3

I need to evaluate a large number of Cumulative Distribution Functions of Student's t distributions. I'm calculating the Student's t distribution using the approximation stated in "Abramowitz and Stegun. Handbook of Mathematical Functions." book, at this page: http://people.math.sfu.ca/~cbm/aands/page_949.htm

$$ A(t|v) \approx 2 P(x) -1, \; \; \; x = \frac{t(1-\frac{1}{4v})}{\sqrt{1+\frac{t^2}{2v}}} $$

Where:

  • $A(t|v) $ is the cdf of the Student's t
  • $t$ is the Student's t random variable for the Student's t distribution
  • $v$ are the degrees of freedom of the Student's t
  • $P(x)$ is cdf of the Gaussian distribution
  • $x$ is the random variable for the Gaussian distribution

I'm approximating the gaussian cdf too; the approximation formula is took from Abramowitz book too at this page: http://people.math.sfu.ca/~cbm/aands/page_932.htm (formula $26.2.19$)

The problem is that the values of the Student's t cdf I'm receiving are all negative. The reason for this is that all the values of the Gaussian cdf ($P(x)$) I'm obtaining are very low (for example: $0.1029537234175692291112889$), so the quantity $A(t|v) \approx 2P(x)-1$ is always negative... I don't know if it's important, but the amount of my degrees of freedom is about $1023$ or very similar to it.

Someone knows why this approximation from the Abramowitz doesn't seem to work?

ela
  • 163

1 Answers1

1

$A(t|v)$ is not the CDF, it's the probability of a Student's t variable being smaller than $t$ in absolute value (i.e. the "area" between $-t$ and $t$, that's why it's called $A$).

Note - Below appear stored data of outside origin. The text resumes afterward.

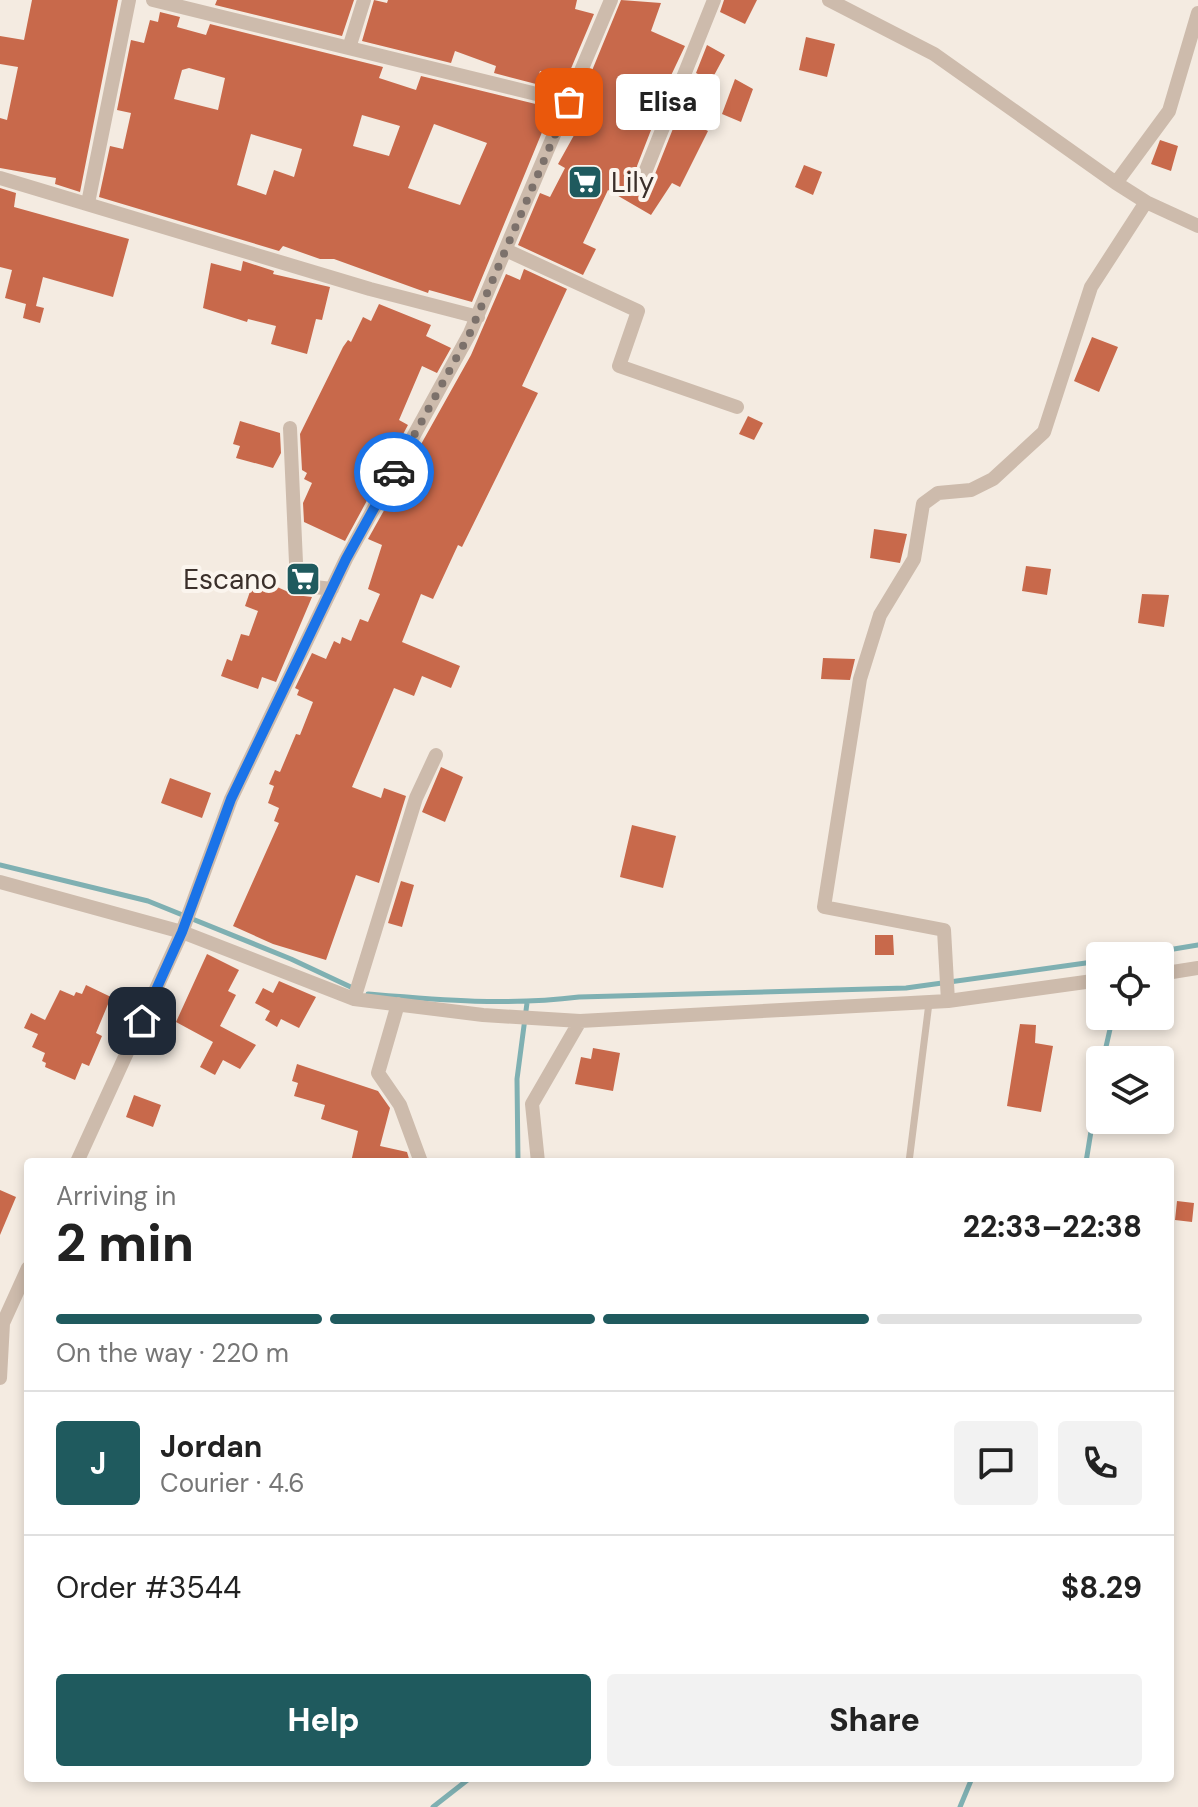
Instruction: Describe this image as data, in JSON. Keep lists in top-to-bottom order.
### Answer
{
  "places": {
    "other": ["Elisa"],
    "supermarket": ["Lily", "Escano"]
  },
  "page": {
    "bubble": "Elisa",
    "heading": ["2 min", "Arriving in", "22:33–22:38"],
    "panel": [
      "Jordan",
      "Courier · 4.6",
      "Order #3544",
      "$8.29"
    ],
    "bar": "On the way · 220 m",
    "round": "J",
    "buttons": ["Help", "Share"]
  }
}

Because of this, the approximation is understood to hold for $t > 0$, hence where $x$ is positive as well, and so $P(x) > 0.5$, and $A(t|v) > 0$. You are simply using the approximation where it is not valid (or meaningful).

If you have $v = 1023$ (which is very high), the normal approximation (just use the normal CDF) may be sufficient for your purposes.

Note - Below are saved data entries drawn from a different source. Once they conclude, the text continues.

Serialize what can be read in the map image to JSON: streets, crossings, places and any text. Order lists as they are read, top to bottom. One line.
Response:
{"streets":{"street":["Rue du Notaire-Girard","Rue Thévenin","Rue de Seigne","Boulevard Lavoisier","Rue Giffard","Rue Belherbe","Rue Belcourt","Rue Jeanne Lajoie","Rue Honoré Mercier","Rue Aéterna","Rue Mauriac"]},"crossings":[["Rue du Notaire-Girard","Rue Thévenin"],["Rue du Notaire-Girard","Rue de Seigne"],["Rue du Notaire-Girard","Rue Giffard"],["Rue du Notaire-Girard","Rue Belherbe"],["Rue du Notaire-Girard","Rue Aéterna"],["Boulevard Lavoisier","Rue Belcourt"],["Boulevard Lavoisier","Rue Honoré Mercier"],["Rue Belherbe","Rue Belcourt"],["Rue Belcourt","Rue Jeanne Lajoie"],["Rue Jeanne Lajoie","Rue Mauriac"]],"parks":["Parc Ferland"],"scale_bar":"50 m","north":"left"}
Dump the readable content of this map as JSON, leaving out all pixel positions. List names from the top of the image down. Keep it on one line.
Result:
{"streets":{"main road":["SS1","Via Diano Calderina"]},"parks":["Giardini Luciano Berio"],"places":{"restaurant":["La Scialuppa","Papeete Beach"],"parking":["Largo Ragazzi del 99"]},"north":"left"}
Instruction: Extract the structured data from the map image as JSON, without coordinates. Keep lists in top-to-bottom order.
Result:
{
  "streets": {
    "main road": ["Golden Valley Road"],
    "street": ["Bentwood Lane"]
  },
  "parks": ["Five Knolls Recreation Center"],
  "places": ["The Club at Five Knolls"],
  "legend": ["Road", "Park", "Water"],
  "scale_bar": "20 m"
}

Edit to clarify alternatives:

What I'm suggesting is either that you use:

  1. The normal approximation, where you would just compute $P(t)$, where $P$ is an approximation to the normal CDF.
  2. Approximation 26.7.10 from Abramowitz & Stegun, which is a small correction where you first compute $x = \frac{t(1-\frac{1}{4v})}{\sqrt{1+\frac{t^2}{2v}}}$, and then compute $P(x)$, instead of $P(t)$.

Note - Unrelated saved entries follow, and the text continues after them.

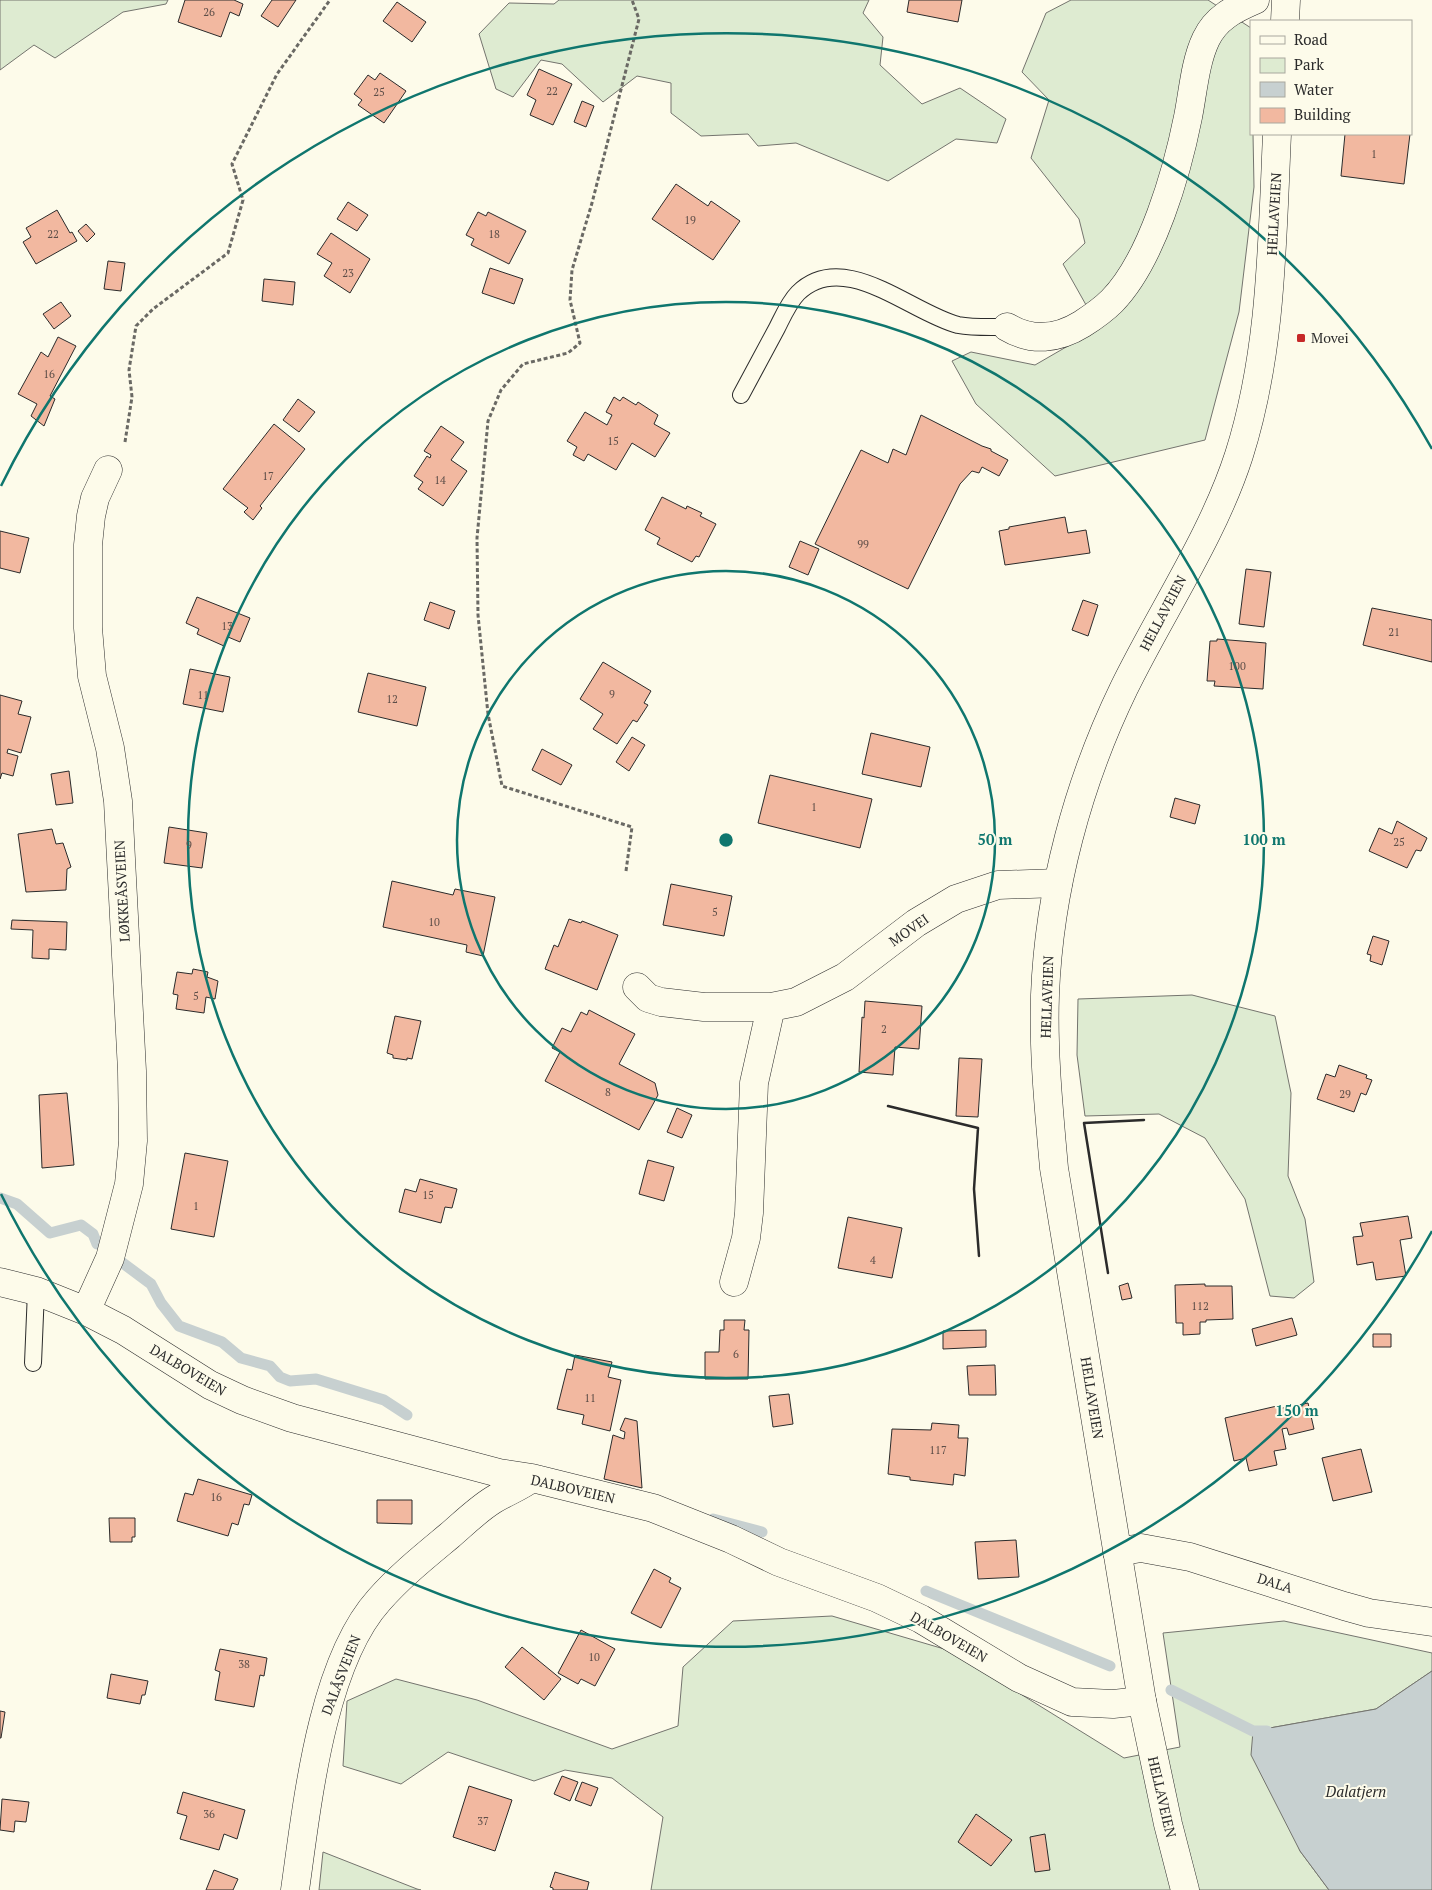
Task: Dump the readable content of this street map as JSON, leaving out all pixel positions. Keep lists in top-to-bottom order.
{
  "streets": {
    "street": [
      "HELLAVEIEN",
      "LØKKEÅSVEIEN",
      "MOVEI",
      "DALBOVEIEN",
      "DALA",
      "DALÅSVEIEN"
    ]
  },
  "crossings": [
    ["HELLAVEIEN", "MOVEI"],
    ["HELLAVEIEN", "DALBOVEIEN"],
    ["HELLAVEIEN", "DALA"],
    ["LØKKEÅSVEIEN", "DALBOVEIEN"],
    ["DALBOVEIEN", "DALÅSVEIEN"]
  ],
  "water": ["Dalatjern"],
  "places": {
    "transit": ["Movei"]
  },
  "house_numbers": [
    "26",
    "22",
    "25",
    "1",
    "19",
    "22",
    "18",
    "23",
    "16",
    "15",
    "17",
    "14",
    "99",
    "13",
    "21",
    "100",
    "9",
    "11",
    "12",
    "1",
    "25",
    "9",
    "5",
    "10",
    "5",
    "2",
    "8",
    "29",
    "15",
    "1",
    "4",
    "112",
    "6",
    "11",
    "117",
    "16",
    "10",
    "38",
    "36",
    "37"
  ],
  "legend": [
    "Road",
    "Park",
    "Water",
    "Building"
  ],
  "rings": ["50 m", "100 m", "150 m"]
}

For large $v$, $x \approx t$, that's true, but this small correction does make a difference.

Below, some R code that describes both methods and compares to R's built-in pt function, which approximates the Student t CDF:

v <- 1023
t <- seq(-10,0,length.out = 100)

# R's approximation to the CDF
cdf.R <- pt(t,v)

# The normal approximation, P(t)
cdf.normal_approx <- pnorm(t)

# The Abramowitz & Stegun correction, P(x)
x <- t * (1-1/(4*v))/sqrt(1+t*t/(2*v))
cdf.as_approx <- pnorm(x)

# Plot the error
plot(t, abs(cdf.R-cdf.normal_approx)/cdf.R,main="Relative absolute error versus R's pt",type="l",ylab="")
lines(t,abs(cdf.R-cdf.as_approx)/cdf.R,col="red")
legend("topright",legend = c("Normal approx","A&S approx"),col = 1:2,lwd=1)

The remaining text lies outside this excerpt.